第3期第9号(98.6.28

自我と自我のぶつかり合い

監督、脚本選出で産みの苦しみ

「田巻組」「真保組」「南組」が誕生

 「第3期にいがた映画塾」第8回は6月28日、新潟市万代市民会館で本撮影(7月19、20日)準備と16ミリ撮影講座を行った。3班が監督とシナリオ第1稿を選出する課題が出されたが、話し合いは難航。
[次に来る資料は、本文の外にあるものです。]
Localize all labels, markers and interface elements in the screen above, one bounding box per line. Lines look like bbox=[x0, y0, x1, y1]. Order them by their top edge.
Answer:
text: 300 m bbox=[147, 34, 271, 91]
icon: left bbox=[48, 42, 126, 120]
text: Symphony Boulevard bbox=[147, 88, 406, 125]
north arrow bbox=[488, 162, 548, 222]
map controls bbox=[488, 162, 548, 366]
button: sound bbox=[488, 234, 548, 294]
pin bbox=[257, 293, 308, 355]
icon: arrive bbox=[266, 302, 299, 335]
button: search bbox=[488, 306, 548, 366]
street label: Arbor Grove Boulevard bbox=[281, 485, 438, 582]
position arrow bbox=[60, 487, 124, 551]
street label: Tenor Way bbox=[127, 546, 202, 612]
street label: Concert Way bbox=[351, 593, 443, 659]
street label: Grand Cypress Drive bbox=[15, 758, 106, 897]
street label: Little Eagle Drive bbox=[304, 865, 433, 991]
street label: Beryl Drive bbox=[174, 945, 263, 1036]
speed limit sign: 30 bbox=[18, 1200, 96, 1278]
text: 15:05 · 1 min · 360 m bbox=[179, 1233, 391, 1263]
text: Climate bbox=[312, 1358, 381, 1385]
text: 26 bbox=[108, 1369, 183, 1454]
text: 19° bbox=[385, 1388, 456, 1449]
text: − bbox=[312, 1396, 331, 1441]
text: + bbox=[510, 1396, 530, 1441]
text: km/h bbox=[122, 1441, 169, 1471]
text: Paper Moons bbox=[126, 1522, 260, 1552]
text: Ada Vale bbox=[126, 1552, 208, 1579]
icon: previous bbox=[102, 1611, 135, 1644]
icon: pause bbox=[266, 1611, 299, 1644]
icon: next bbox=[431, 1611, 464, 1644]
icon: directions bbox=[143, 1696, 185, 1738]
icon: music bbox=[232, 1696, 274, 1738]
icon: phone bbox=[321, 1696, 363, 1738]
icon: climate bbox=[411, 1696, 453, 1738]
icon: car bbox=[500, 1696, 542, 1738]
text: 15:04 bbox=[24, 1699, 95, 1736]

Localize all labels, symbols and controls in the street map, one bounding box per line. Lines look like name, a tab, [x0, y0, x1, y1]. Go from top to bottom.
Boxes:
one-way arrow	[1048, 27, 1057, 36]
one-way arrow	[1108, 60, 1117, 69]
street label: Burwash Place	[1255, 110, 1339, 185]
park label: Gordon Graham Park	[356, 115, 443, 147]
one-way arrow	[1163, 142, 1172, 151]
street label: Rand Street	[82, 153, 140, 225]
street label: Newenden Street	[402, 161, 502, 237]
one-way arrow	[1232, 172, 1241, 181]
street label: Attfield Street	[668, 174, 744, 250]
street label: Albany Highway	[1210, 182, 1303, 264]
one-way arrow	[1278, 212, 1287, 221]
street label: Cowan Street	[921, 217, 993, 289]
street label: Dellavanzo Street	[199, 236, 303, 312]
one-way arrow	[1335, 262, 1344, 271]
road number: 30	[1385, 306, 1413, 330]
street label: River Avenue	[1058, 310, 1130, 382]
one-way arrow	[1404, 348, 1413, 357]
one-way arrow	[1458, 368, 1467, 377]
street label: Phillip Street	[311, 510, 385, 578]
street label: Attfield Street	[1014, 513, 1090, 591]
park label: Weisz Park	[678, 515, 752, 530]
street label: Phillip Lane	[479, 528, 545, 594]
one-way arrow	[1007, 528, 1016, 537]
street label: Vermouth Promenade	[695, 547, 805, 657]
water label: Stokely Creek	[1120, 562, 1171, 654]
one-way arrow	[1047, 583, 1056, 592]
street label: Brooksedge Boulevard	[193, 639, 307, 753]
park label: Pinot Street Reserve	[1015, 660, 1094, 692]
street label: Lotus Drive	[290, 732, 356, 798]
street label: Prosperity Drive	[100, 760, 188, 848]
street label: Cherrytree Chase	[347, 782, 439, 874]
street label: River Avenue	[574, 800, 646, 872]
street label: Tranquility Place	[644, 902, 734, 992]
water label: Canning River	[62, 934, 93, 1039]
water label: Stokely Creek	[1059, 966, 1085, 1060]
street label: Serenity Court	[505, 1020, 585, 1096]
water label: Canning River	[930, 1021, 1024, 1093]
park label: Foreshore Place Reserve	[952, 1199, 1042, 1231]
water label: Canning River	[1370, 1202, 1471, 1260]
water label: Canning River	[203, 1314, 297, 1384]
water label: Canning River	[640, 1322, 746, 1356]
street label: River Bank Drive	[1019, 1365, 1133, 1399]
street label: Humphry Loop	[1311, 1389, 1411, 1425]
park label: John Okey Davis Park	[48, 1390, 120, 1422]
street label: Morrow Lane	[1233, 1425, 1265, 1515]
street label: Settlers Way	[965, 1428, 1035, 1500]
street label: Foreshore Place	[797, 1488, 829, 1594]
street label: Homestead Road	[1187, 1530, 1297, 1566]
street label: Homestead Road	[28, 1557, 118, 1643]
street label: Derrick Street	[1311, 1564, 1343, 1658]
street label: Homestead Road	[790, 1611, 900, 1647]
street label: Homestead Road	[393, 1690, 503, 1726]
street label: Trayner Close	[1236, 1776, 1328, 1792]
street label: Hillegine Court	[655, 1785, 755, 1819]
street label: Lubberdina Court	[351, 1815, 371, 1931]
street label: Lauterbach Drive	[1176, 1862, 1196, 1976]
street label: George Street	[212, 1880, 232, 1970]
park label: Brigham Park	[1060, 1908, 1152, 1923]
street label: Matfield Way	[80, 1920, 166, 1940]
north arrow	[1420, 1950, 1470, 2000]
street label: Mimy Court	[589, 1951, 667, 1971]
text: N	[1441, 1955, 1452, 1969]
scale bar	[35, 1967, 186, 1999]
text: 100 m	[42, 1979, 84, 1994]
自分の書いてきたシナリオへの愛着や、映画への考え方の違いから、まさに自我と自我のぶつかり合いとなった。

 同会館では決着が付かず、「白痴」制作準備室に場所を移し7時間以上に及ぶ激論を行う班もあった。その結果、前回までの安藤企画班は弱冠16歳の田巻源太さん、星野企画班は32歳の真保巌さん、南企画班は企画者と同じ南由佳子さんがそれぞれ監督に選ばれた。

 プロの映画現場の呼び名にならい「田巻組」「真保組」「南組」と名付けられた各組は講義の日以外にも打ち合わせを重ね、本番に向けて膨大な準備を続けることになる。

 午前中は、第2回で撮影入門を担当した小林茂氏(「阿賀に生きる」撮影監督)が全員に16ミリカメラの使い方を教えた。小林氏は本撮影で使う「キャノン・スクーピックMN」と「アリフレックス16ST」を前に構造やフィルムの装てん方法、フィルム(コダックVision320T)の説明、露出計の使い方など実践に即した知識を受講生に教えた。

 午後はナシモト・タオ氏が各組の中で分かれる「演出部」「撮影部」「制作部」の3つのパートについてそれぞれの重要性を講義した。

 小林氏とナシモト氏が講義をしている間、もう一人の講師、鈴木卓爾氏は全員が書いてきたシナリオすべてに目を通した。その上で各班ごとに監督、シナリオ選びのためのディスカッションに入った。

 話し合いという「民主主義的」な手法は映画制作にはなじまない。そのため講師・スタッフ側は分裂の危機も想定したが、やはり各班とも複数の監督希望者が名乗りを上げ「どうしてもやりたい」「あなたには絶対監督はやらせない」など、感情的なぶつかり合いがエスカレートした。自分の書いたシナリオが外されていく悔しさも混じり合い、複雑な空気が流れた。

 それでも時間がたつに連れ、自然と仲裁・まとめ役が各班の中から生まれ、なんとか監督が決まり、各パートの担当分けも進んだ。午後2時から始まった話し合いは延々と続き、午後9時過ぎまでかかったところも。

 シナリオは7月5日までに「決定稿」を仕上げることも確認した。ただ、本撮影の制限時間では不可能な「長編」もあり、決定稿までにはさらに紆余曲折がありそうだ。

写真上=自らの体を教材に、露出計の使い方を受講生に教える小林茂氏(中央)

写真下=「白痴」制作準備室に場所を移し、鈴木卓爾氏(中央下の背中)も加わって話し合いを続ける受講生

 


講師の感想

小林茂氏 学校教育でここまで激しい議論をするだろうか。そういう意味でみんなの話を聞いていて楽しかった。本撮影は10分。荒削りでもいいから光るものを一つだけフィルムに残してください。撮影部はキャメラを抱いて寝るぐらいでないと思うような画を撮れないよ。

鈴木卓爾氏 しんどかった。民主主義と映画づくりは水と油。話し合いで監督を選ぶのはどうしても無理がある。でも(この監督に)決まるべくして決まったような作品ができあがってほしい。選ばれなかった人は悔しいでしょ。悔しかったら自分で撮りなさい。本撮影も立ち会いたいな。